=== AIM OF THE TASK ===
Figure out how many lines in these records contain "relative". Only the number belongs in the reply.

=== INPUT DATA ===
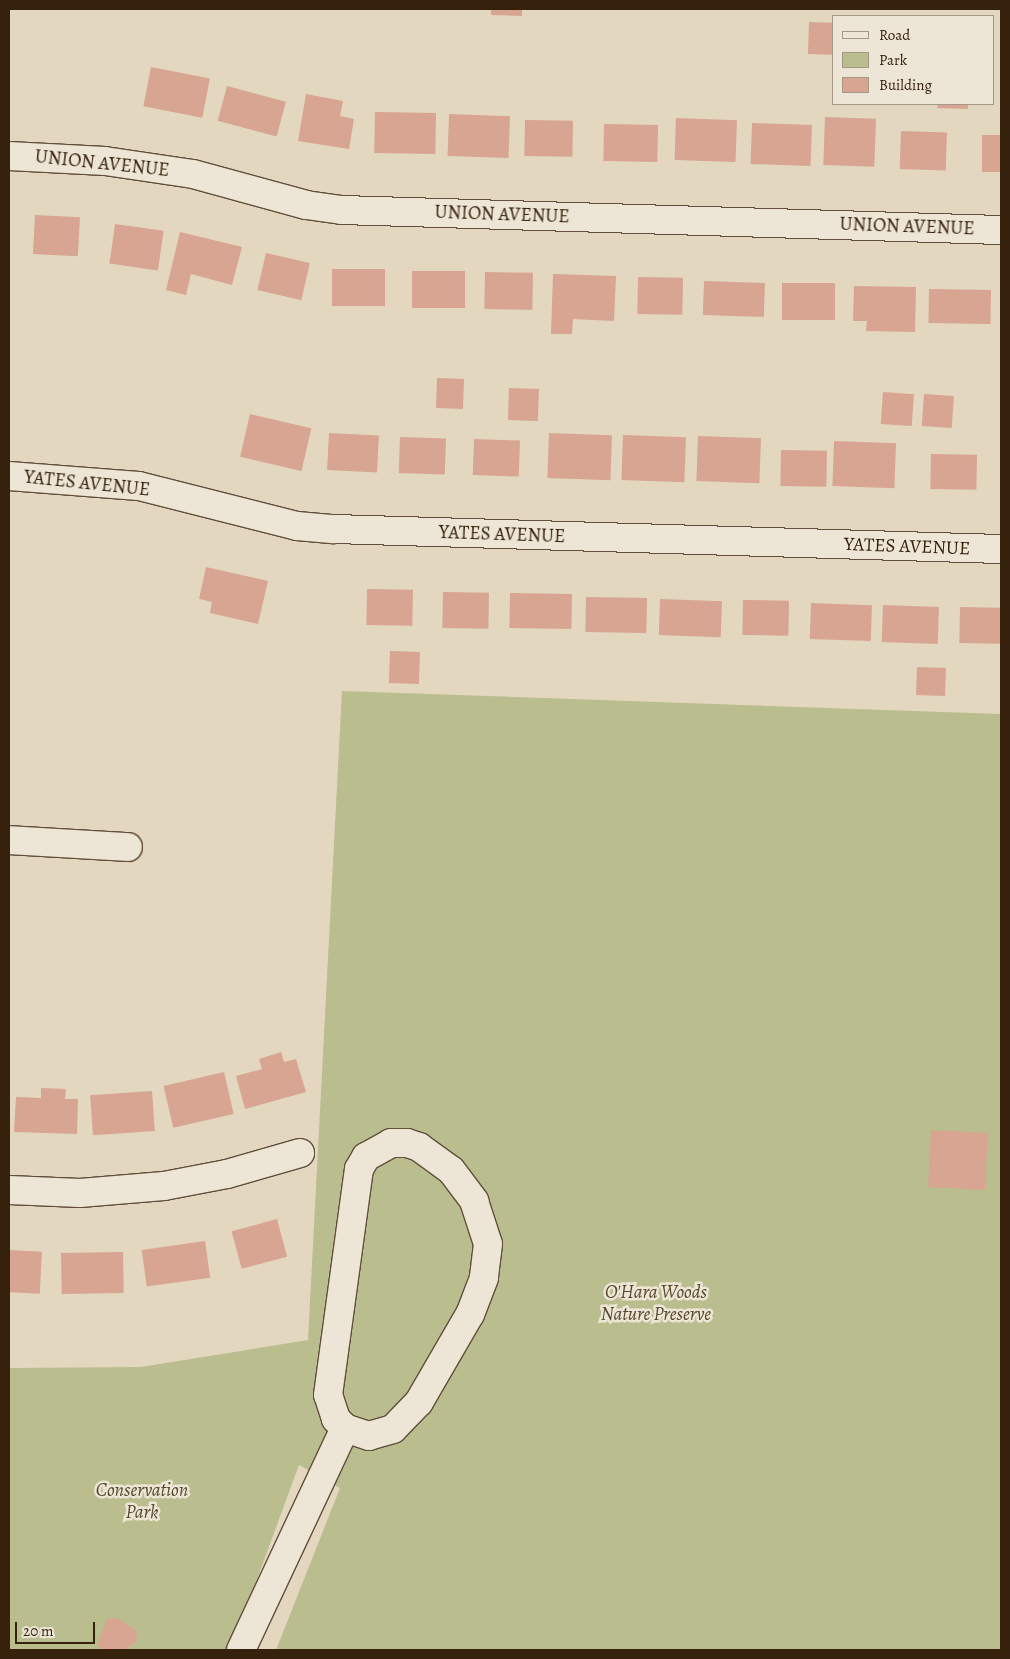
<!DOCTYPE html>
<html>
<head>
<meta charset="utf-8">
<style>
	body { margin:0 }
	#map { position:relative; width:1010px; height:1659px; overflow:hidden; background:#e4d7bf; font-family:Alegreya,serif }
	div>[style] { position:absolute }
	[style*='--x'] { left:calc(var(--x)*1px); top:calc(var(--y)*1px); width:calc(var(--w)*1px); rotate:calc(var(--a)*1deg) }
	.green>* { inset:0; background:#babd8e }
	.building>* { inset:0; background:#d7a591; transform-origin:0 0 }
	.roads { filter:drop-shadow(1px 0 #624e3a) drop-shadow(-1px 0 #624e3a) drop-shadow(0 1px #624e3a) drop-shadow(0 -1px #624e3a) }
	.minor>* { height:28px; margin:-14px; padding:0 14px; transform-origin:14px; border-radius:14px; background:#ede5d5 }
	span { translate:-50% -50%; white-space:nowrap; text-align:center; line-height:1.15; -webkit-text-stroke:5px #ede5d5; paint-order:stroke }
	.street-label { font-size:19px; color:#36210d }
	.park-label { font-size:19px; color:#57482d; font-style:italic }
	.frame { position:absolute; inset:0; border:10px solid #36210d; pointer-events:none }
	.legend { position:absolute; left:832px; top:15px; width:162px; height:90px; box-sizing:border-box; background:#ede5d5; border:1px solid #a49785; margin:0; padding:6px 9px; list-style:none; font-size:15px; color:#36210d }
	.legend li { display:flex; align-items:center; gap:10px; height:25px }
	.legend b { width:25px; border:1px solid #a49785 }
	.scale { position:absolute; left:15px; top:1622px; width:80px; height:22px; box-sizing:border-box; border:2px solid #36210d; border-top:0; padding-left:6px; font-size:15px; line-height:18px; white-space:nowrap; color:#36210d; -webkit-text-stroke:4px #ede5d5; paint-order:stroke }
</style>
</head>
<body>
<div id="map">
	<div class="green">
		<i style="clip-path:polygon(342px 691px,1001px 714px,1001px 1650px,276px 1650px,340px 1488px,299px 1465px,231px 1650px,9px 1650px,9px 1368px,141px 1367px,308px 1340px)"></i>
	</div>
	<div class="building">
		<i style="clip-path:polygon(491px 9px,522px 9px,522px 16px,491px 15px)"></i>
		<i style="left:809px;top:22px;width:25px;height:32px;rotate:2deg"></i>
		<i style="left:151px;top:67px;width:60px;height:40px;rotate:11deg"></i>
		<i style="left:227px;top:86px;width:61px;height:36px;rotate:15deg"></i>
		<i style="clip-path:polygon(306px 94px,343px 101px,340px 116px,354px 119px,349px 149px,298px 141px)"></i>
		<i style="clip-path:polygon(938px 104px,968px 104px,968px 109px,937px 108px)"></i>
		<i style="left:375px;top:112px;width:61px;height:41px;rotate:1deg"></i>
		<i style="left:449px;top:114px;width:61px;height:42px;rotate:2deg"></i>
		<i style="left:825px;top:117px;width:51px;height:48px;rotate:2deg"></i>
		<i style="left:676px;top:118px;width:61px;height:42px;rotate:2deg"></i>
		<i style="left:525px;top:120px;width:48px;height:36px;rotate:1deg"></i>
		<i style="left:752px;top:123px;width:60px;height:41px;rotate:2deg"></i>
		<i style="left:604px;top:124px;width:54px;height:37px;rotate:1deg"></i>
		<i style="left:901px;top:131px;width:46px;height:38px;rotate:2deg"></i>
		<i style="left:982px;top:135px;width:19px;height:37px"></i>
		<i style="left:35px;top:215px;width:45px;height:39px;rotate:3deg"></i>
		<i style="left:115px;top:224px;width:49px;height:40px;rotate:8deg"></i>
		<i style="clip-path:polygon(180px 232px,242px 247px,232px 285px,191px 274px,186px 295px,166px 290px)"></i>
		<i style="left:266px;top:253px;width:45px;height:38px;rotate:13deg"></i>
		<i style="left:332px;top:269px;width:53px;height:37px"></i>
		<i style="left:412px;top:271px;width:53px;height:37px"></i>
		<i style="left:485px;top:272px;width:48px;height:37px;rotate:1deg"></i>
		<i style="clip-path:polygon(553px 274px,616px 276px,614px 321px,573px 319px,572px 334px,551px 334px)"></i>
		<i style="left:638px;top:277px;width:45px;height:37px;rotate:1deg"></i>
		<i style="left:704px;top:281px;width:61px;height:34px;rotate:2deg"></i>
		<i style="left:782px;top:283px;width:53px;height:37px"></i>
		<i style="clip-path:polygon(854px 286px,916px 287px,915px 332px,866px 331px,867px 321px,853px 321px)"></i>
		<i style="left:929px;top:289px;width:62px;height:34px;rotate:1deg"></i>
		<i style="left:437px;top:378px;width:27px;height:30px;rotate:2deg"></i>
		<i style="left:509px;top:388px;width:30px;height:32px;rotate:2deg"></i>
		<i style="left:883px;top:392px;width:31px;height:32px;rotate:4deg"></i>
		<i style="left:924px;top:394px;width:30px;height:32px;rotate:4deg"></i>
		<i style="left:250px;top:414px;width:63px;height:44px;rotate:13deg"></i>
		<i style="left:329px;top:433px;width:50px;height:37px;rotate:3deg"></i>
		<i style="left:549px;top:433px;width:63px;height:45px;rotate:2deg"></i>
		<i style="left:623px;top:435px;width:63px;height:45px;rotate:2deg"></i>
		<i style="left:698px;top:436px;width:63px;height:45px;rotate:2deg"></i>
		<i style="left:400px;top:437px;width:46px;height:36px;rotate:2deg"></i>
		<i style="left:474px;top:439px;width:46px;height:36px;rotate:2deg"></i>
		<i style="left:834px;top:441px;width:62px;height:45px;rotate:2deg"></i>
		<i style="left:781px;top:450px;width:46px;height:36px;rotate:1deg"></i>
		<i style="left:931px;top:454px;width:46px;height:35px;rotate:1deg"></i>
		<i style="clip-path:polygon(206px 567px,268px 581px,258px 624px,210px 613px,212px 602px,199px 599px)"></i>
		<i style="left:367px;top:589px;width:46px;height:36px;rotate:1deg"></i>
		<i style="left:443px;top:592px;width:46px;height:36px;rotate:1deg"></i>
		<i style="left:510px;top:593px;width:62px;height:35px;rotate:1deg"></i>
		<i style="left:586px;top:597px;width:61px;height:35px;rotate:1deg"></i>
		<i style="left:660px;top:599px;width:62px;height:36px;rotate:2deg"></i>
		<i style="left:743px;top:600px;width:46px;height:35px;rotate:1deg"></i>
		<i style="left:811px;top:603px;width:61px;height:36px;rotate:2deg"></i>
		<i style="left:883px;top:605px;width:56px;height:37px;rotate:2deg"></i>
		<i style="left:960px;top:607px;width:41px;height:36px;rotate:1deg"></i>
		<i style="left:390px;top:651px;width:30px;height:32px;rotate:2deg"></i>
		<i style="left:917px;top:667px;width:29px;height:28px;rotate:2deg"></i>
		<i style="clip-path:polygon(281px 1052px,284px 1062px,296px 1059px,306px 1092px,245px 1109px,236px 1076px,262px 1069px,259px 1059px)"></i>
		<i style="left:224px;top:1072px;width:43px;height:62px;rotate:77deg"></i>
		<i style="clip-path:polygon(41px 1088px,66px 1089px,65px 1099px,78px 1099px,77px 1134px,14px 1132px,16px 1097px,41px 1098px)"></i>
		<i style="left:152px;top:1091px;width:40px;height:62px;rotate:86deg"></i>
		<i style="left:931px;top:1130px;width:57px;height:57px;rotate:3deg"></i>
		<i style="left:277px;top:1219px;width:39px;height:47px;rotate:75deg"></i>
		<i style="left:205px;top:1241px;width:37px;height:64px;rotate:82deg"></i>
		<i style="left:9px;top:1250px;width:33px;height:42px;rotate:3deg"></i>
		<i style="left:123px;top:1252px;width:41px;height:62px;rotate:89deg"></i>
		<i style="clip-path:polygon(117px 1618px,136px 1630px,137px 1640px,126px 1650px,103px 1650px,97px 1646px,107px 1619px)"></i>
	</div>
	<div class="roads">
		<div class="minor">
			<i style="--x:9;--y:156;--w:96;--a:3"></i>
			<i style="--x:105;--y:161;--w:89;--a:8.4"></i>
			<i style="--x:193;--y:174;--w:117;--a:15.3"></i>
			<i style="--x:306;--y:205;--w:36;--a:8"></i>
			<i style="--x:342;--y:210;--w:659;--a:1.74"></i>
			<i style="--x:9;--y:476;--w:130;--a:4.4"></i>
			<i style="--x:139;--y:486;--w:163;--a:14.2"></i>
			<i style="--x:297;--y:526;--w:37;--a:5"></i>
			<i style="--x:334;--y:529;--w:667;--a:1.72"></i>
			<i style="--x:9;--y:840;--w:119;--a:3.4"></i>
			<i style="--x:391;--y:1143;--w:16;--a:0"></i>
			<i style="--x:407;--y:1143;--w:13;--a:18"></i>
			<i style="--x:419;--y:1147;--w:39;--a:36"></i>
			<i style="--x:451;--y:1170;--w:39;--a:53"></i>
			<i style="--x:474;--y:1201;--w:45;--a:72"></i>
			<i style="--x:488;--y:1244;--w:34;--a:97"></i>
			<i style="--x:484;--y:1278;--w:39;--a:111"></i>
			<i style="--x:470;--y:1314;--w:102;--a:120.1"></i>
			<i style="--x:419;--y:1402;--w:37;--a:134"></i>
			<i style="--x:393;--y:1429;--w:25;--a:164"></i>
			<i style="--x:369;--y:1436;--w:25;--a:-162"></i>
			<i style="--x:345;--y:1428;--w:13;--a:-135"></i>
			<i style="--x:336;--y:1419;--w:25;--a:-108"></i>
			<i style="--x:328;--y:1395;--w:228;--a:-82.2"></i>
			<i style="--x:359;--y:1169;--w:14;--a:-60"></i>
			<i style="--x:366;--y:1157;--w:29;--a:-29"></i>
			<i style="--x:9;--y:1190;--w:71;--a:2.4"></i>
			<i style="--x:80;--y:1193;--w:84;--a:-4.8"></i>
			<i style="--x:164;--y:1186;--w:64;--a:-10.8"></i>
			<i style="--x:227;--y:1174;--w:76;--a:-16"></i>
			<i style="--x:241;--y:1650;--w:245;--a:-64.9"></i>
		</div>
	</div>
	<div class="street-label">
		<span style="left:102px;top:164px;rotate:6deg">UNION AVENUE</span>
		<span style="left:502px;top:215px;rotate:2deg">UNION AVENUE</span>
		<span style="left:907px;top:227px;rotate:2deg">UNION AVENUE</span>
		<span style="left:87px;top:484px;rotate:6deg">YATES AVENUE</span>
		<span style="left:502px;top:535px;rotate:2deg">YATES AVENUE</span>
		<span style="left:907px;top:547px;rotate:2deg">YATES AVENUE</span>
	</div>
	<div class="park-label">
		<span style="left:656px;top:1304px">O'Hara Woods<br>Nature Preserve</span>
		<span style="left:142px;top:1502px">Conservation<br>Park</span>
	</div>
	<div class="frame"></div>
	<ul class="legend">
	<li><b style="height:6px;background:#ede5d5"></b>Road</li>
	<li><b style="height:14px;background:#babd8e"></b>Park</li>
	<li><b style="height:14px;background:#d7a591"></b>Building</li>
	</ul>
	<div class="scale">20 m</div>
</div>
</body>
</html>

--

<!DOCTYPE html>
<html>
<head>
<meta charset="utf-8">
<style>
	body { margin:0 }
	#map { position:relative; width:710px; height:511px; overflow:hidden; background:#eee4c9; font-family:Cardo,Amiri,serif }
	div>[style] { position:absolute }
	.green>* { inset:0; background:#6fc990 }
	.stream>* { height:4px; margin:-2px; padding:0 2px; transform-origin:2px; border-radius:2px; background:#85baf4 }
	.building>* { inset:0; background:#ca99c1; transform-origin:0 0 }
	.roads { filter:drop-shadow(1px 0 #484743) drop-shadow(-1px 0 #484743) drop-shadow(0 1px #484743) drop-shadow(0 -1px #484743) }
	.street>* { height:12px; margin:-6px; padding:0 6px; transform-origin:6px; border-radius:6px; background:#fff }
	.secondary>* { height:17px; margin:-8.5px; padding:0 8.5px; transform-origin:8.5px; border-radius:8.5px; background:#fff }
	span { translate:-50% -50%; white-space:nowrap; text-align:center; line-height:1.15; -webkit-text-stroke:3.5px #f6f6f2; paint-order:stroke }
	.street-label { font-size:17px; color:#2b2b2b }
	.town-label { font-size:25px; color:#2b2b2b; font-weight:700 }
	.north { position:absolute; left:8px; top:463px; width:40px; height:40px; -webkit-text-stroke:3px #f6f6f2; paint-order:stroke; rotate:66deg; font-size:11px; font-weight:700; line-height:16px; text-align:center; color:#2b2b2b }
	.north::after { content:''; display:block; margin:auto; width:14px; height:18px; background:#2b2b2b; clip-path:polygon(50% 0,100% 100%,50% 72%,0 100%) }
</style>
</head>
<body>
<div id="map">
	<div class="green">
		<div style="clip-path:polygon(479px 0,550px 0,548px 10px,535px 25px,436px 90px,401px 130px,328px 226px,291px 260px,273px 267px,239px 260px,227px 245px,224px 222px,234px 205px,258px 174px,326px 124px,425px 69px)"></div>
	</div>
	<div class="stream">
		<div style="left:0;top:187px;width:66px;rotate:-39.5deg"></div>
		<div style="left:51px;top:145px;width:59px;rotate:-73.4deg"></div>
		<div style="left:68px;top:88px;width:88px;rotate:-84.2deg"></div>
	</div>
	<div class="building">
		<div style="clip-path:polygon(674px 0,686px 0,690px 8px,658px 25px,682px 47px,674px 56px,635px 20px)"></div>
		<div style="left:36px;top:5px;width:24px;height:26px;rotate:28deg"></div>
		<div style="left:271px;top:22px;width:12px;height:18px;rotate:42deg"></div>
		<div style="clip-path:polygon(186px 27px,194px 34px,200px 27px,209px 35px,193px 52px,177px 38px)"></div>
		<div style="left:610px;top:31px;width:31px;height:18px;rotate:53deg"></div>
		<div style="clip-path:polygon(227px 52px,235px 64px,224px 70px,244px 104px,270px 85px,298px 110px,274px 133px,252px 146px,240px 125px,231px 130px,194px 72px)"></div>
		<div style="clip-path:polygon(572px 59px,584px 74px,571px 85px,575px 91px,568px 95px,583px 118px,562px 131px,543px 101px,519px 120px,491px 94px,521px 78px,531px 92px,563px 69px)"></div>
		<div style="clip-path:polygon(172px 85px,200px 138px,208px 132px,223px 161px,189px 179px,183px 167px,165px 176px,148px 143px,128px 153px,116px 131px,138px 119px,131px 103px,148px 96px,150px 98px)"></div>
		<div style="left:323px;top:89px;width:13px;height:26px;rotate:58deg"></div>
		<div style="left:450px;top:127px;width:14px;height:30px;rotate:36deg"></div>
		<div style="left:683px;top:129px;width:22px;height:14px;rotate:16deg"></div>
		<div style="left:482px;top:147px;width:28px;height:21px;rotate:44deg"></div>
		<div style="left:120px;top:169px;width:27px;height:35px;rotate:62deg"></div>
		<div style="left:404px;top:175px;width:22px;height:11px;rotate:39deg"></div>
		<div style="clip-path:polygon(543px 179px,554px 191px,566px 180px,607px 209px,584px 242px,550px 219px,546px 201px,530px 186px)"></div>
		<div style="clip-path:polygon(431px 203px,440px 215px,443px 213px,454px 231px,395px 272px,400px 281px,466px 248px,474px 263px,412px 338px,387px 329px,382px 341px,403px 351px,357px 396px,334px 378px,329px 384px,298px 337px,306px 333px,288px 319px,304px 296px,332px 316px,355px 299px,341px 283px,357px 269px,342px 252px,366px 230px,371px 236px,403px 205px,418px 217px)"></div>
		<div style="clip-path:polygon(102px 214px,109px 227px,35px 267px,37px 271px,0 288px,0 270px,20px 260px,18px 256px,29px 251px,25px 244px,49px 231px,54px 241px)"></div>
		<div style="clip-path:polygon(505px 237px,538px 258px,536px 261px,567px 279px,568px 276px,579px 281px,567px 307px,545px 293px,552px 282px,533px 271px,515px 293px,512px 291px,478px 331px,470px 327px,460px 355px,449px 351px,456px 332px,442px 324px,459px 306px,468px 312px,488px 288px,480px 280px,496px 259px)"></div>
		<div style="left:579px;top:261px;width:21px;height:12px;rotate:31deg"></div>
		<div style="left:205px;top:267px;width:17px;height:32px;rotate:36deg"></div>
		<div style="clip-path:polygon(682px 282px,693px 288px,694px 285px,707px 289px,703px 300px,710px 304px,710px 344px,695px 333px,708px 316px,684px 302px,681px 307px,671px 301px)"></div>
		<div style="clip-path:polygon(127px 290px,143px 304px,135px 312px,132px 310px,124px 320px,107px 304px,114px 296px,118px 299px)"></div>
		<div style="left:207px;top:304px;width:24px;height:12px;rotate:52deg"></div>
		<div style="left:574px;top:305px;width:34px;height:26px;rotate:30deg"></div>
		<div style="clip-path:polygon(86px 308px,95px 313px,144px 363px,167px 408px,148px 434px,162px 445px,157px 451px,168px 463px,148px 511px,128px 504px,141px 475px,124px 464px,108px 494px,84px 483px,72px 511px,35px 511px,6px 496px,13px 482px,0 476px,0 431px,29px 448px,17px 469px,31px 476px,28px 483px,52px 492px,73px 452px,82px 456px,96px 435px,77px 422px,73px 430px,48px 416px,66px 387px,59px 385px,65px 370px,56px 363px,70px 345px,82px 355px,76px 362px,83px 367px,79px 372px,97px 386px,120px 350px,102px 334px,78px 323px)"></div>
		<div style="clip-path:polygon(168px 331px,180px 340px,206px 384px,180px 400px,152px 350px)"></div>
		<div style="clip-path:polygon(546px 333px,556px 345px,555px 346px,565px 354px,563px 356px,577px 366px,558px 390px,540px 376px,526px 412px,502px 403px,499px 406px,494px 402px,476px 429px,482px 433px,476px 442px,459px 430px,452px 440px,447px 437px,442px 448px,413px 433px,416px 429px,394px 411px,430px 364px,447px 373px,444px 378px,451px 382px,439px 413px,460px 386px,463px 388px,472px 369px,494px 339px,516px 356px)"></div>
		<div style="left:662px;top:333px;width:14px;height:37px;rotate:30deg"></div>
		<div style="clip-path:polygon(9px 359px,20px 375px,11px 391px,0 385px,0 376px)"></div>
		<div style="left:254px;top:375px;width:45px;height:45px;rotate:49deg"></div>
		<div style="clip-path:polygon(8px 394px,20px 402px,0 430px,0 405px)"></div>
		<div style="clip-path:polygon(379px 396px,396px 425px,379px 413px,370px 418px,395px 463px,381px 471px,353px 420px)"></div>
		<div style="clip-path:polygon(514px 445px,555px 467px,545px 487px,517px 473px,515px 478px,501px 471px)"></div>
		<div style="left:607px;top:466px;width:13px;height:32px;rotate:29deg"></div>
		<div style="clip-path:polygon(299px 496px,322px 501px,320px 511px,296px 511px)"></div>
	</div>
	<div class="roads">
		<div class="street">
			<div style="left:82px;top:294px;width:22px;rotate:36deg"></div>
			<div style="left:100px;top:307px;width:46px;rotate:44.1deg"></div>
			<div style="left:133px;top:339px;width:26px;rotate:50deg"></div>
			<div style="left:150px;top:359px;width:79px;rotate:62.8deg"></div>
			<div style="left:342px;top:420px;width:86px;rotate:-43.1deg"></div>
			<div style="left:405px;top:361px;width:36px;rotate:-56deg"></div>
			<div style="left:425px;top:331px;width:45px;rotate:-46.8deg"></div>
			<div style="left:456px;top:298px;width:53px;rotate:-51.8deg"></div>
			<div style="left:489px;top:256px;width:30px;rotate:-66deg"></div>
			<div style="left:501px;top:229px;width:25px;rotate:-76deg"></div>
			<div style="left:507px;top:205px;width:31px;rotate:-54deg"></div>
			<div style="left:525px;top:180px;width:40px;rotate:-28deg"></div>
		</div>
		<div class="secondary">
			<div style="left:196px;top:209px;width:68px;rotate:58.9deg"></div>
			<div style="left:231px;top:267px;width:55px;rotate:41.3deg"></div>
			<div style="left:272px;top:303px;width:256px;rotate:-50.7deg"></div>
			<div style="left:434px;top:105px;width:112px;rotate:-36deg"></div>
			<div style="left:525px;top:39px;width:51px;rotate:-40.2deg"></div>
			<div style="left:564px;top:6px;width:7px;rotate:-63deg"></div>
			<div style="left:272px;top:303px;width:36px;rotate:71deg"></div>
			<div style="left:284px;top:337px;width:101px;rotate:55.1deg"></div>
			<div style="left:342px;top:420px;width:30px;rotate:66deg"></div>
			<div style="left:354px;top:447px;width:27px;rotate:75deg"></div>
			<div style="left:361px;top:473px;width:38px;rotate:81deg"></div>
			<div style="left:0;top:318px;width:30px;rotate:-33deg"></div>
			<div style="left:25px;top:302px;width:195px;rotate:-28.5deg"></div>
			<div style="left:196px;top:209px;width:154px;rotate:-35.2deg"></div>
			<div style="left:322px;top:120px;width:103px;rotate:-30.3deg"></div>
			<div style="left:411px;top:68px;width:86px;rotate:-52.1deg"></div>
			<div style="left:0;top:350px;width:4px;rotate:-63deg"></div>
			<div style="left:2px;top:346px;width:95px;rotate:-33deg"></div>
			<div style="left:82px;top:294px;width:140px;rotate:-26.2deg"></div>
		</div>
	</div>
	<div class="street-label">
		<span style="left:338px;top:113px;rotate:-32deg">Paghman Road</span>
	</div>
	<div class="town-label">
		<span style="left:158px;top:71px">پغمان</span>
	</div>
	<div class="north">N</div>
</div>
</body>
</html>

=== FINISHED TASK ===
2